France has said it is working with allies on how to react if the US were to invade Greenland, amid mounting tension over Donald Trump’s escalating threats to take over the Arctic territory.
The French foreign minister, Jean-Noël Barrot, said the subject would be discussed at a meeting with the German and Polish foreign ministers on Wednesday.
“We want to take action, but we want to do so together with our European partners,” he told France Inter radio.
Denmark has said that should the US – a fellow Nato ally – invade or seize Greenland, which is part of the Danish kingdom, it would mark the end of the western military alliance and “post-second world war security”.
On Tuesday, after one of Trump’s leading aides suggested the US may be willing to seize control of the Arctic territory by force, European leaders rallied around Denmark and Greenland with a rare rebuke to the White House, declaring that Greenland “belongs to its people”.
Despite this, on Tuesday night, the White House said that Trump and his team were looking at “a range of options” to acquire Greenland, including using the US military, which it said was “always an option”.
But Barrot said that in a phone call on Tuesday, the US secretary of state, Marco Rubio, had told him that he had “ruled out the possibility of an invasion” of Greenland.
“I myself was on the phone yesterday with US secretary of state, Marco Rubio … who confirmed that this was not the approach taken,” he said.
Trump has long expressed an interest in acquiring Greenland. But in recent days, after the US military operation in Venezuela on Saturday in which troops removed the country’s president, Nicolás Maduro, the Trump administration’s rhetoric – and, subsequently, international tensions – have ramped up to new heights, putting the survival of Nato into question.
On Tuesday night, the Danish parliament held an extraordinary meeting to discuss the unprecedented situation.
Lars Løkke Rasmussen, the Danish foreign minister, and his Greenlandic counterpart, Vivian Motzfeldt, are seeking an urgent meeting with Rubio.
“We would like to add some nuance to the conversation,” Rasmussen said on social media. “The shouting match must be replaced by a more sensible dialogue. Now.”
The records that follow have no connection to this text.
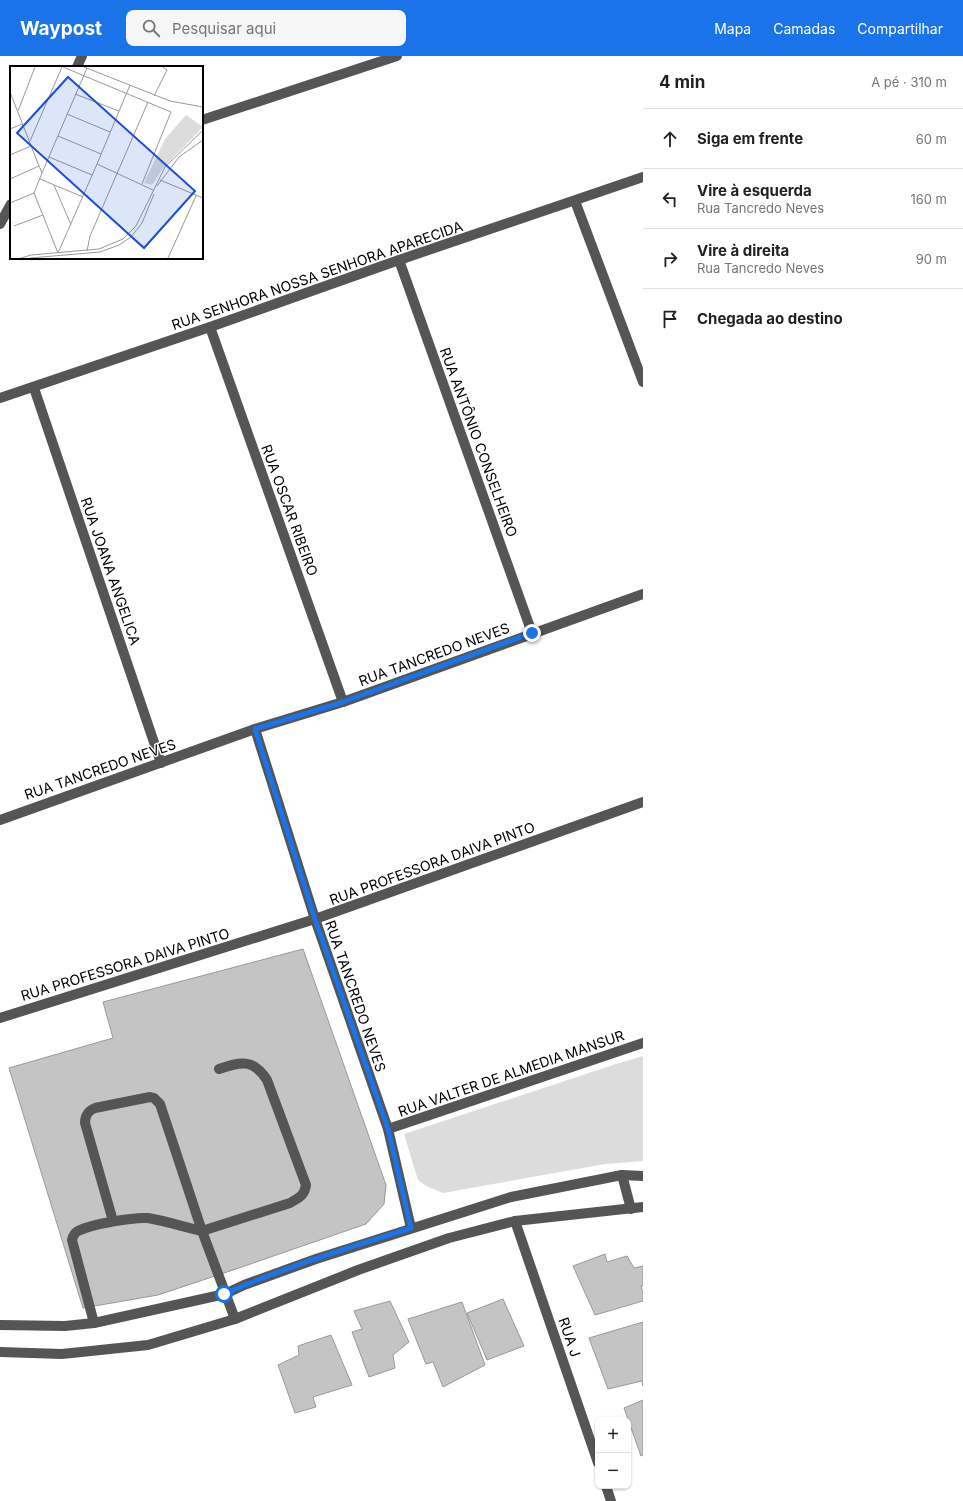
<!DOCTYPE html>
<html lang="pt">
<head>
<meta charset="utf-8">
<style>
	:root { --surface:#fff; --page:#f6f6f6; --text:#202124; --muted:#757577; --line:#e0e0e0; --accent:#1a73e8 }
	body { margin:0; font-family:Inter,sans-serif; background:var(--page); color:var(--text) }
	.controls { position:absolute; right:12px; bottom:12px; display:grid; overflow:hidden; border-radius:8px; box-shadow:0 1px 3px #0004 }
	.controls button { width:36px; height:36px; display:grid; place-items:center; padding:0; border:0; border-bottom:1px solid var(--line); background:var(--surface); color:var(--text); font:20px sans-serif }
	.stop { position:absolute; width:12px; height:12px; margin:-9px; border:3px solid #1a73e8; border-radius:50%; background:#fff }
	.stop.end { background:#1a73e8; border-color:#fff; box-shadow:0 1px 4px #0008 }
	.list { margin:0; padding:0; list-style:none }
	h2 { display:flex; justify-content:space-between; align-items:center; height:52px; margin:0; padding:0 16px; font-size:17px }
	h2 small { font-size:13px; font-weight:400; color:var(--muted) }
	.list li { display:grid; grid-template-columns:26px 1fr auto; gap:12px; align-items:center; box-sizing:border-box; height:60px; padding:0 16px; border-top:1px solid var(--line) }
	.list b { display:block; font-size:15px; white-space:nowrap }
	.list p { margin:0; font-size:13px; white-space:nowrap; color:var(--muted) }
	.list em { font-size:13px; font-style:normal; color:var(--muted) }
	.icon { flex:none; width:22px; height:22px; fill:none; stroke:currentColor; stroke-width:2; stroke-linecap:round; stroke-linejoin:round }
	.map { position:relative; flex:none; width:643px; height:1445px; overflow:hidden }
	header { display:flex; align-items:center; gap:24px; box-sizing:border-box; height:56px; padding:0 20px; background:var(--accent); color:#fff }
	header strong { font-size:19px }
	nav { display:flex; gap:22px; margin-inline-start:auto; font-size:14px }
	.search { width:280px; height:36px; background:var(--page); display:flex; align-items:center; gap:10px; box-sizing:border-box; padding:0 14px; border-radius:8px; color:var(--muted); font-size:15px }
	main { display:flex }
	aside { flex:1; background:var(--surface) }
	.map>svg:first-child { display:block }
	.green { fill:#dcdcdc }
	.building { fill:#c4c4c4; stroke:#999 }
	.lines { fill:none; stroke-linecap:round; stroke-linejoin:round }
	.minor { stroke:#555; stroke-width:10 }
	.route { stroke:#1a73e8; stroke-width:5 }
	.labels { text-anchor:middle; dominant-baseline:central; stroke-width:3; stroke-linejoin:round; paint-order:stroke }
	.street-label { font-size:14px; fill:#000; stroke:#fff }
	.inset-road { fill:none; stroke:#999; stroke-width:1 }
	.view { fill:#1d4ed8; fill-opacity:0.15; stroke:#1d4ed8; stroke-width:2 }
	.inset-edge { fill:none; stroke:#000; stroke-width:2 }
</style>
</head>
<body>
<header>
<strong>Waypost</strong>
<div class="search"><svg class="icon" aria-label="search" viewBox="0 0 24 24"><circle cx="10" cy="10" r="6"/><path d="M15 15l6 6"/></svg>Pesquisar aqui</div>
<nav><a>Mapa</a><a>Camadas</a><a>Compartilhar</a></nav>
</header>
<main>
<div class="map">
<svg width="643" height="1445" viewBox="0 0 643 1445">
	<rect width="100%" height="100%" fill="#fff"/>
	<path class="green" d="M 643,1000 L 643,1105 L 605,1108 L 443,1137 L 426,1130 L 418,1124 L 404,1078 L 616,1008 Z"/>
	<g class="building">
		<path d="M 303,893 L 386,1129 L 384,1148 L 366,1168 L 236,1213 L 158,1239 L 83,1252 L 9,1012 L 113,982 L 103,946 Z"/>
		<path d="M 605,1198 L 607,1206 L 627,1200 L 634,1212 L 643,1210 L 643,1230 L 641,1230 L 643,1237 L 643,1245 L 595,1259 L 573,1210 Z"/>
		<path d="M 503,1243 L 524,1290 L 487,1304 L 467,1257 Z"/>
		<path d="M 390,1245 L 409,1286 L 393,1299 L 395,1312 L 369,1321 L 352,1276 L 362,1273 L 354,1255 Z"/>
		<path d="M 462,1246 L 485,1309 L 443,1331 L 433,1306 L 426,1308 L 408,1263 Z"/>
		<path d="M 643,1266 L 643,1330 L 642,1325 L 608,1333 L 589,1282 Z"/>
		<path d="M 331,1279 L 352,1329 L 313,1341 L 316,1351 L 295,1357 L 278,1309 L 299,1299 L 298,1290 Z"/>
		<path d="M 643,1344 L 643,1399 L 641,1400 L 624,1352 Z"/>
	</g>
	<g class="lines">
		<g class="minor">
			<path d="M 77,11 L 82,0"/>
			<path d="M 202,64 L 397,0"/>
			<path d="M 575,145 L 643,326"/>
			<path d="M 0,168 L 11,148"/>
			<path d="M 399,204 L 532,577"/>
			<path d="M 210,271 L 343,646"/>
			<path d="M 34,332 L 161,707"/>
			<path d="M 0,342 L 210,271 L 399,204 L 643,121"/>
			<path d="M 255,673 L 343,646 L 643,538"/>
			<path d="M 0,764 L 255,673 L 315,863 L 388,1073 L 411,1172"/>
			<path d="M 0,962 L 315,863 L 643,746"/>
			<path d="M 388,1073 L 643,987"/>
			<path d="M 622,1119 L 631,1153"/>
			<path d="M 113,1165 L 85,1067 C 85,1059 88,1055 95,1052 L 150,1041 L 154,1042 L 160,1048 L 202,1175 L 290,1147 C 300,1141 304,1140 306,1129 L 267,1024 C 253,1002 240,1006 219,1013"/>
			<path d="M 515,1165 L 598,1407"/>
			<path d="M 94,1267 L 72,1184 C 73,1180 74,1177 78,1175 C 92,1168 133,1161 148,1162 C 166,1165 184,1171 202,1175 L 235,1263"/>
			<path d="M 0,1269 L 65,1270 L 94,1267 L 225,1238 L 244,1229 L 316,1203 L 511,1141 L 622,1119 L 643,1120"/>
			<path d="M 0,1296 L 62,1298 L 148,1289 L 235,1263 L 358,1214 L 449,1182 L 515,1165 L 643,1151"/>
			<path d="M 606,1430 L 611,1445"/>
		</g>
	</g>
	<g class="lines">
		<path class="route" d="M 224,1238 C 285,1211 349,1192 411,1172 L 388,1073 L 315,863 L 255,673 L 343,646 L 532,577"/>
	</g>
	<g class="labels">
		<g class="street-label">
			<text transform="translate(317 219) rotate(-19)">RUA SENHORA NOSSA SENHORA APARECIDA</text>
			<text transform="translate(479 386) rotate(70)">RUA ANTÔNIO CONSELHEIRO</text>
			<text transform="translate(290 454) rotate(70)">RUA OSCAR RIBEIRO</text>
			<text transform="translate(111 515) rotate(71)">RUA JOANA ANGELICA</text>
			<text transform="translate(434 598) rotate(-20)">RUA TANCREDO NEVES</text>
			<text transform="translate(100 713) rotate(-19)">RUA TANCREDO NEVES</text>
			<text transform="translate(432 807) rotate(-20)">RUA PROFESSORA DAIVA PINTO</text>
			<text transform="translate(125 908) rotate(-17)">RUA PROFESSORA DAIVA PINTO</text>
			<text transform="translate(356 940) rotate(71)">RUA TANCREDO NEVES</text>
			<text transform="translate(511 1017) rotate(-19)">RUA VALTER DE ALMEDIA MANSUR</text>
			<text transform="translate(570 1281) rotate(71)">RUA J</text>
		</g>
	</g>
	<g transform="translate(10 10)">
		<rect width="193" height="193" fill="#fff"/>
		<path d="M 176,49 L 193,61 L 153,102 L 142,119 L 134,117 L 155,73 Z" fill="#dcdcdc"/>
		<path class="inset-road" d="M 53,1 L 161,46 L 132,118M 74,1 L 160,35 L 193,41M 0,26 L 29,100M 65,28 L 109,45M 144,30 L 157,4 L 153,1M 8,45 L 25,1M 57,48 L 100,66M 0,63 L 12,58M 48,70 L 91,88M 20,75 L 52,1M 0,89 L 21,80M 39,91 L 82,109M 87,98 L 120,19M 32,107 L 77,2M 0,113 L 29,100 L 32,107 L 24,127 L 0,137M 30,113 L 73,131M 150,114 L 193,132M 44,119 L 61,159M 147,120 L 169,91 L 193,74M 24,127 L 48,187M 4,160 L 33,149M 77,185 L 80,170 L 138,36M 48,187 L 87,98 L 143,124M 11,192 L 21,189 L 89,183 L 113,173 L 126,160 L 155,101 L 193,64M 20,192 L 90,186 L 109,179 L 121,171 L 132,157 L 144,128M 158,192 L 186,130"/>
		<path class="view" d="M 58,11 L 185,125 L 134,182 L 7,67 Z"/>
		<rect width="193" height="193" class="inset-edge"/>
	</g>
</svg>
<div class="controls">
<button>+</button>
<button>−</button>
</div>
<div class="stop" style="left:224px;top:1238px"></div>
<div class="stop end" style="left:532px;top:577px"></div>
</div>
<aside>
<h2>4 min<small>A pé · 310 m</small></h2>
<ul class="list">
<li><svg class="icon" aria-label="ahead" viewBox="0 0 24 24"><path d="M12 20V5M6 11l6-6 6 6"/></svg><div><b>Siga em frente</b></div><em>60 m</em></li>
<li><svg class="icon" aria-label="left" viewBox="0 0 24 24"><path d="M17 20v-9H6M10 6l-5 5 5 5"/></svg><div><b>Vire à esquerda</b><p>Rua Tancredo Neves</p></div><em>160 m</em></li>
<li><svg class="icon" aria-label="right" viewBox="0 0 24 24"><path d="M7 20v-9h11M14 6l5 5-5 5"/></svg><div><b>Vire à direita</b><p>Rua Tancredo Neves</p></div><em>90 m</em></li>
<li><svg class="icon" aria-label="arrive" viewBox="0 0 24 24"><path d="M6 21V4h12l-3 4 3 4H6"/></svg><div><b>Chegada ao destino</b></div></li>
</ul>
</aside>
</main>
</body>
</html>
Trump has claimed that Greenland is “full of Chinese and Russian ships” and that Denmark is incapable of defending Greenland, which the president has said is vital for US national security.
But Rasmussen said after the extraordinary meeting that the US was giving a false representation of what was happening in Greenland.
“The image that is being painted of Russian and Chinese ships right inside the Nuuk fjord and massive Chinese investments being made is not correct,” he said.
The situation, Rasmussen said, was “based on a misreading of what is up and what is down”, adding: “We are looking after the kingdom.”
Denmark’s defence minister, Troels Lund Poulsen, disputed US claims that the country was not doing enough to protect Greenland. “We have invested close to 100bn [Danish kroner] (£11.6bn) in security capabilities,” he said.